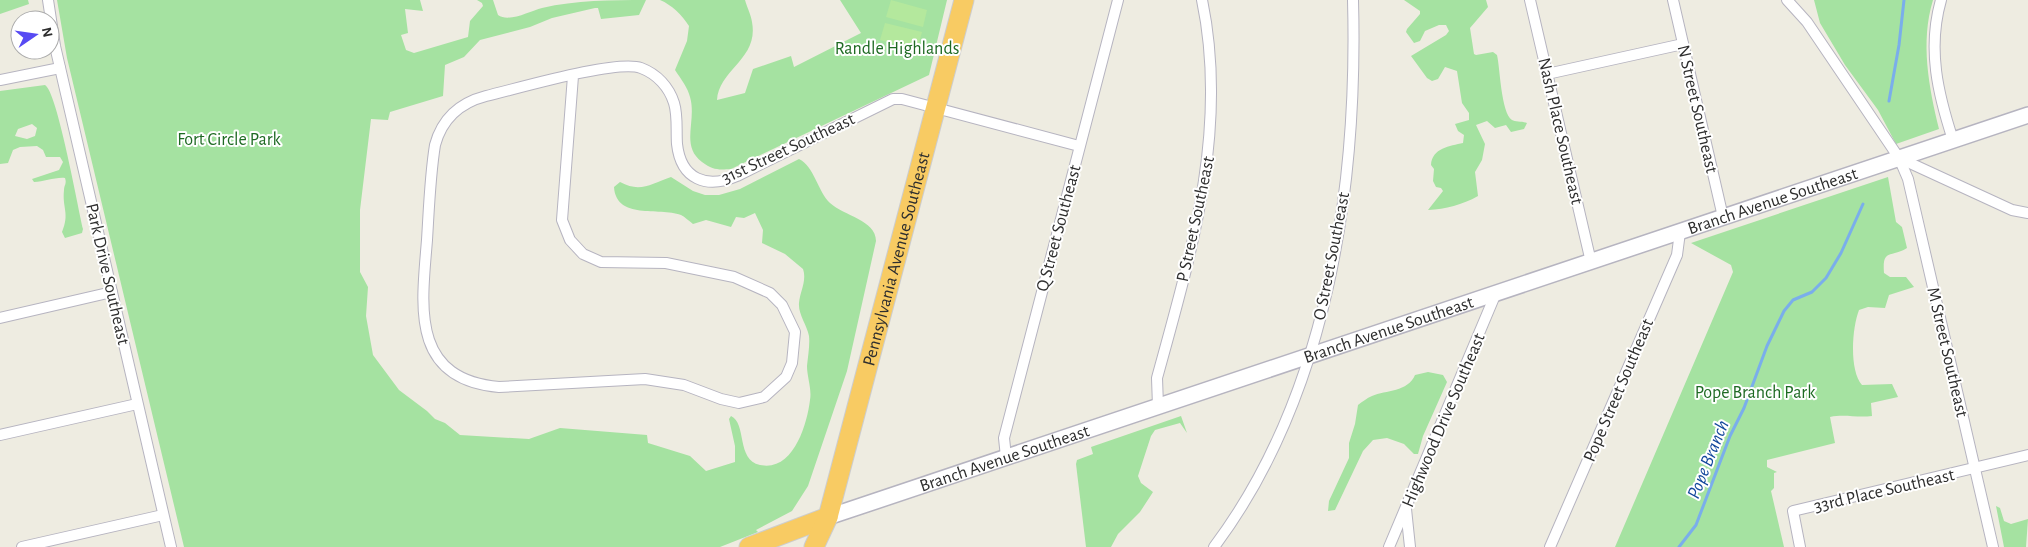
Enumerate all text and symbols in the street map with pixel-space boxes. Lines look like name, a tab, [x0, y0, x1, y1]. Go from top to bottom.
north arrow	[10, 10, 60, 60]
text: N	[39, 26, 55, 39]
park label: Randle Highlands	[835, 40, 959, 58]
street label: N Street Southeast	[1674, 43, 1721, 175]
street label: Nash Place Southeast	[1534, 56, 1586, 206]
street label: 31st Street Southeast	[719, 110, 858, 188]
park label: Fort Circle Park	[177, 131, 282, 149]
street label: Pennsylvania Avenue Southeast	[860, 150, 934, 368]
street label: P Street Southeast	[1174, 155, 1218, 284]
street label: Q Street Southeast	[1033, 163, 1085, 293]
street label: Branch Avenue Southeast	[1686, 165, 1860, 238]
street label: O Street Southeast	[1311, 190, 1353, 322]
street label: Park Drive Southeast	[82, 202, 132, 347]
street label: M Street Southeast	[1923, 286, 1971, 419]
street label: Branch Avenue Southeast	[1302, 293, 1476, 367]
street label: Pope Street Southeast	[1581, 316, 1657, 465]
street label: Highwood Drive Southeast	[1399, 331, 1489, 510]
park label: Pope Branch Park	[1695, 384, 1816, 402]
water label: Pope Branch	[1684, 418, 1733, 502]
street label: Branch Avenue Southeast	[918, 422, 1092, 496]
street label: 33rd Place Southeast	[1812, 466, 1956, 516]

TASK DIRECTIONS.
What you return must match the records above exactly, minus any images.

RESPONSE TO THE EXERCISE.
Enumerate all text and symbols in the street map with pixel-space boxes. Lines look like name, a tab, [x0, y0, x1, y1]. Go from top to bottom.
north arrow	[10, 10, 60, 60]
text: N	[39, 26, 55, 39]
park label: Randle Highlands	[835, 40, 959, 58]
street label: N Street Southeast	[1674, 43, 1721, 175]
street label: Nash Place Southeast	[1534, 56, 1586, 206]
street label: 31st Street Southeast	[719, 110, 858, 188]
park label: Fort Circle Park	[177, 131, 282, 149]
street label: Pennsylvania Avenue Southeast	[860, 150, 934, 368]
street label: P Street Southeast	[1174, 155, 1218, 284]
street label: Q Street Southeast	[1033, 163, 1085, 293]
street label: Branch Avenue Southeast	[1686, 165, 1860, 238]
street label: O Street Southeast	[1311, 190, 1353, 322]
street label: Park Drive Southeast	[82, 202, 132, 347]
street label: M Street Southeast	[1923, 286, 1971, 419]
street label: Branch Avenue Southeast	[1302, 293, 1476, 367]
street label: Pope Street Southeast	[1581, 316, 1657, 465]
street label: Highwood Drive Southeast	[1399, 331, 1489, 510]
park label: Pope Branch Park	[1695, 384, 1816, 402]
water label: Pope Branch	[1684, 418, 1733, 502]
street label: Branch Avenue Southeast	[918, 422, 1092, 496]
street label: 33rd Place Southeast	[1812, 466, 1956, 516]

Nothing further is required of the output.